Jeong Ki-ryong (1562–1622) was a prominent Korean Army general during the Joseon Dynasty. He fought against the Japanese invasions of Korea (1592–1598) (Seven Years' War), and won the battles of Geochang and Geumsan. He was one of those who recaptured the Sangju castle, captured the Japancese general in Goryeong, and recaptured Seongju, Hapcheon, Uiryeong, Kyungju and Ulsan.

Jeong Ki-ryong was born in Jinju, South Gyeongsang Province in 1562. His original name was Jeong Mu-su (정무수; 鄭茂壽). He was the son of Jeong Ho, Fourth State Councillor (Jwachanseong 좌찬성). In 1586, he passed the military examination (무과; 武科) and renamed Ki-ryong by the King's command.

In 1590, he got to serve as a drill instructor under the Shin Rip, Commander of the Right Gyeongsangdo. When the war broke in 1592, he got promoted to manager, starting to serve under the Cho Gyeong, Marshal of the Right Gyeongsangdo.

At that time, he has recommended to General Cho Gyeong a scheme to check an advance of Japanese army, as a consequence of complying his artifice, they have destroyed 500 of Japanese army in a Battle of Geochang.

He has jumped in the Battle of Geumsan and saved Cho Gyeong who was captured by Japanese army as a prisoner of war.

After then he defended against the Japanese armies' attack at Jeolla province as appointed as the Lord of Gonyang. In succession, after he was appointed the lord of Sangju which was lost by the Japanese army, he reseized that castle of Sangju by fighting with that Japanese army.

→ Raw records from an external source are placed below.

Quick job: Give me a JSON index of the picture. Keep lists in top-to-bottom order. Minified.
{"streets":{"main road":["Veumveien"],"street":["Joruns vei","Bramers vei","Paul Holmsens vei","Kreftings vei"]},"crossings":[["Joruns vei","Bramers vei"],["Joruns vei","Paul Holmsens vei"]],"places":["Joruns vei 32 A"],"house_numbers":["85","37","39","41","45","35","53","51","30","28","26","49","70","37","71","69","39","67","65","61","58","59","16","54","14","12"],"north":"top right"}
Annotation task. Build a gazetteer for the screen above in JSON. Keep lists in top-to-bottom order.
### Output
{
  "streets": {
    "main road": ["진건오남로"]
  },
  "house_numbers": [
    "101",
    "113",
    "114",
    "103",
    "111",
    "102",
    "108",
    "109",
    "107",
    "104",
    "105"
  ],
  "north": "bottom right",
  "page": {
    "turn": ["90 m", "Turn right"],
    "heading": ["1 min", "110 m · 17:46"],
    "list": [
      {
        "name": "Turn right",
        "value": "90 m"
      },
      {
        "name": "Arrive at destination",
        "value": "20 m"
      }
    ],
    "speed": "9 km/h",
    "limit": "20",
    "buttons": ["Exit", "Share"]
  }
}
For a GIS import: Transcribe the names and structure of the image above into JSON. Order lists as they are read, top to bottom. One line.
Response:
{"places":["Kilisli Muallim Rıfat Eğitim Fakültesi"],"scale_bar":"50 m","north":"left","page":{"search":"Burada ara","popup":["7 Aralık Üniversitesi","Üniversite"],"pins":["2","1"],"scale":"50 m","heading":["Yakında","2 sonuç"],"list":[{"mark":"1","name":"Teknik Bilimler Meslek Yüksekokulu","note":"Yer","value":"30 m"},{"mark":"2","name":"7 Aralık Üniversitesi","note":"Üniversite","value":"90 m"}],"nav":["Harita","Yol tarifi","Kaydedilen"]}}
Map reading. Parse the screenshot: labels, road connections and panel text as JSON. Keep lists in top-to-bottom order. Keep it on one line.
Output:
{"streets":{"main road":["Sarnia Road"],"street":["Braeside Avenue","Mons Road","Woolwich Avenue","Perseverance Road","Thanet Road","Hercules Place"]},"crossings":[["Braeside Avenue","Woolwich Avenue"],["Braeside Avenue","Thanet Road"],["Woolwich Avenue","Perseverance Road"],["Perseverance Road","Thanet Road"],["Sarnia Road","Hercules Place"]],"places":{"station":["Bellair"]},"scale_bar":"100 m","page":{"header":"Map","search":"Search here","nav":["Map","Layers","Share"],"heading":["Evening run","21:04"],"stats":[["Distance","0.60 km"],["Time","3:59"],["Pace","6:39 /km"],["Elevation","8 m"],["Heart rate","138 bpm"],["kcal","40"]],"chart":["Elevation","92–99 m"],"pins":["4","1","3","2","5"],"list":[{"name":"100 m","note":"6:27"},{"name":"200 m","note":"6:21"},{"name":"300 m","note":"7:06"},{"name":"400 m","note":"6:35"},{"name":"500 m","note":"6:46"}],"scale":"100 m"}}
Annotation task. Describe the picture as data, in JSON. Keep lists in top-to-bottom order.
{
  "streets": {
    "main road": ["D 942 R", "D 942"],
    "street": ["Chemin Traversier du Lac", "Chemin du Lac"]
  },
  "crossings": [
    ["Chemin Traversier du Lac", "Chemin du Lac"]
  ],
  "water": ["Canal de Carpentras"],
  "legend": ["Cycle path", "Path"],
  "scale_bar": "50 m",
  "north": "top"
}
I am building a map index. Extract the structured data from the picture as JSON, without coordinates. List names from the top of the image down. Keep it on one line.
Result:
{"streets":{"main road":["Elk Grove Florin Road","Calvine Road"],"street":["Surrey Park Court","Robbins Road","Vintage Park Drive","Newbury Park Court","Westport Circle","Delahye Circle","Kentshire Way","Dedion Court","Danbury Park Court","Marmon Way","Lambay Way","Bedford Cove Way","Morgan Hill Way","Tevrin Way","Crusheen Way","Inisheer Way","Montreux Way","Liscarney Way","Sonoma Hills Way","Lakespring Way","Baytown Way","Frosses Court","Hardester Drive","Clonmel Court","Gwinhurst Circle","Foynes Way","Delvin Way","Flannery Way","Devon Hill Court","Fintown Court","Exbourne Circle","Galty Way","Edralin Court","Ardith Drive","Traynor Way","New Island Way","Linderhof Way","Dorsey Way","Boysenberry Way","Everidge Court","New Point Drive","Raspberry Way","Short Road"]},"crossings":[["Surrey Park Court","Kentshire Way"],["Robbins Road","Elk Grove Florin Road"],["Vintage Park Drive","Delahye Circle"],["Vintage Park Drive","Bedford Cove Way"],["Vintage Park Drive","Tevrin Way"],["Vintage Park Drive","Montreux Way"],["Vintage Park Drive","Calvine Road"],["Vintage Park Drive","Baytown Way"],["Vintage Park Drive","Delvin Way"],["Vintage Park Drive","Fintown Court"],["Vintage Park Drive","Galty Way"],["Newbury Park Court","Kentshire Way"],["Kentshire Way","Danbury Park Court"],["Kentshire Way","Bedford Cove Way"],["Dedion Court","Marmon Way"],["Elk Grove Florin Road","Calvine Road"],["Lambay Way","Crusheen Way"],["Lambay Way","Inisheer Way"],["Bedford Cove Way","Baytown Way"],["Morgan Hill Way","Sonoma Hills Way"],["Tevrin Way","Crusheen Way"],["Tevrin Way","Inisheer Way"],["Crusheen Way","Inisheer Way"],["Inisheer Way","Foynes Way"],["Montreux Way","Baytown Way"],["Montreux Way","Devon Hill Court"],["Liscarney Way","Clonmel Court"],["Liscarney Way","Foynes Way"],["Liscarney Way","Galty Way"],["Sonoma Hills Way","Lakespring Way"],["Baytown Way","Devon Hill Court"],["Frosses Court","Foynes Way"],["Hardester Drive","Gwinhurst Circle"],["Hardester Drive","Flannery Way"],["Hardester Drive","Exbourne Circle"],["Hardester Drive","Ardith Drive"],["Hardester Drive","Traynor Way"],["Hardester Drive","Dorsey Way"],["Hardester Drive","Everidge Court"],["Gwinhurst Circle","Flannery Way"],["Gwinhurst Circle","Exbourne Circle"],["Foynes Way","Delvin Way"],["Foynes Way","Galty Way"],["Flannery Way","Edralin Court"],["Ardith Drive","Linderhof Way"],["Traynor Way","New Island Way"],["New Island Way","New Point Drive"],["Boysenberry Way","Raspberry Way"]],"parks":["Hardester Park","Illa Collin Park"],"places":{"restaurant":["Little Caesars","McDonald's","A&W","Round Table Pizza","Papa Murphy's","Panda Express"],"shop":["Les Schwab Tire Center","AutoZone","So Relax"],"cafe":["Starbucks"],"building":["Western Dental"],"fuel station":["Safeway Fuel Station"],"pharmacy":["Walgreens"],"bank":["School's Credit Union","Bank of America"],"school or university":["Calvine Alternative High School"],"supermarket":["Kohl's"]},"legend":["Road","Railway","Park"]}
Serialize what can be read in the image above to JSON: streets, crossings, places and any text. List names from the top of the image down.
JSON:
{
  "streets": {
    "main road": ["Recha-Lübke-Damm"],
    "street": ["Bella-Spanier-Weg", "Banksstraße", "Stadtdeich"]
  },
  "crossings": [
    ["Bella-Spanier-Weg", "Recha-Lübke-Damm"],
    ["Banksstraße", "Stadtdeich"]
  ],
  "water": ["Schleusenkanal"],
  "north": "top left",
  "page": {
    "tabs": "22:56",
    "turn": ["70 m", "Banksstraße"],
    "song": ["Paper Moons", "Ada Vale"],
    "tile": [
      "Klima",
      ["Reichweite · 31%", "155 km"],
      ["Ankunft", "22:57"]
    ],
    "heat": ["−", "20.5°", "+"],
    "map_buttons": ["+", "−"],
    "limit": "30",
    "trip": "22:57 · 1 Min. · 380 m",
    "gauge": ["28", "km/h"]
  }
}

As soon as the second war broke out against the Japan in 1597, his Joseon army broke the Japanese army Goryeong and captured the chief of the Japanese army alive. In succession, he reseized many castles such as Seongju, Hapcheon, Chogye, Uiryeong, Kyungju and Ulsan and then was promoted to Commander of the Right Gyeongsangdo.

After he had led the Joseon-Ming combined forces in the year 1598, he swept the remnants of the defeated Japanese army in the areas of Gyeongsang provinces.

General Jeong kept staying in Gyeongsang provinces and prepared to prevent the reinvasion of the Japan, though the war against the Japan ended in the year 1601.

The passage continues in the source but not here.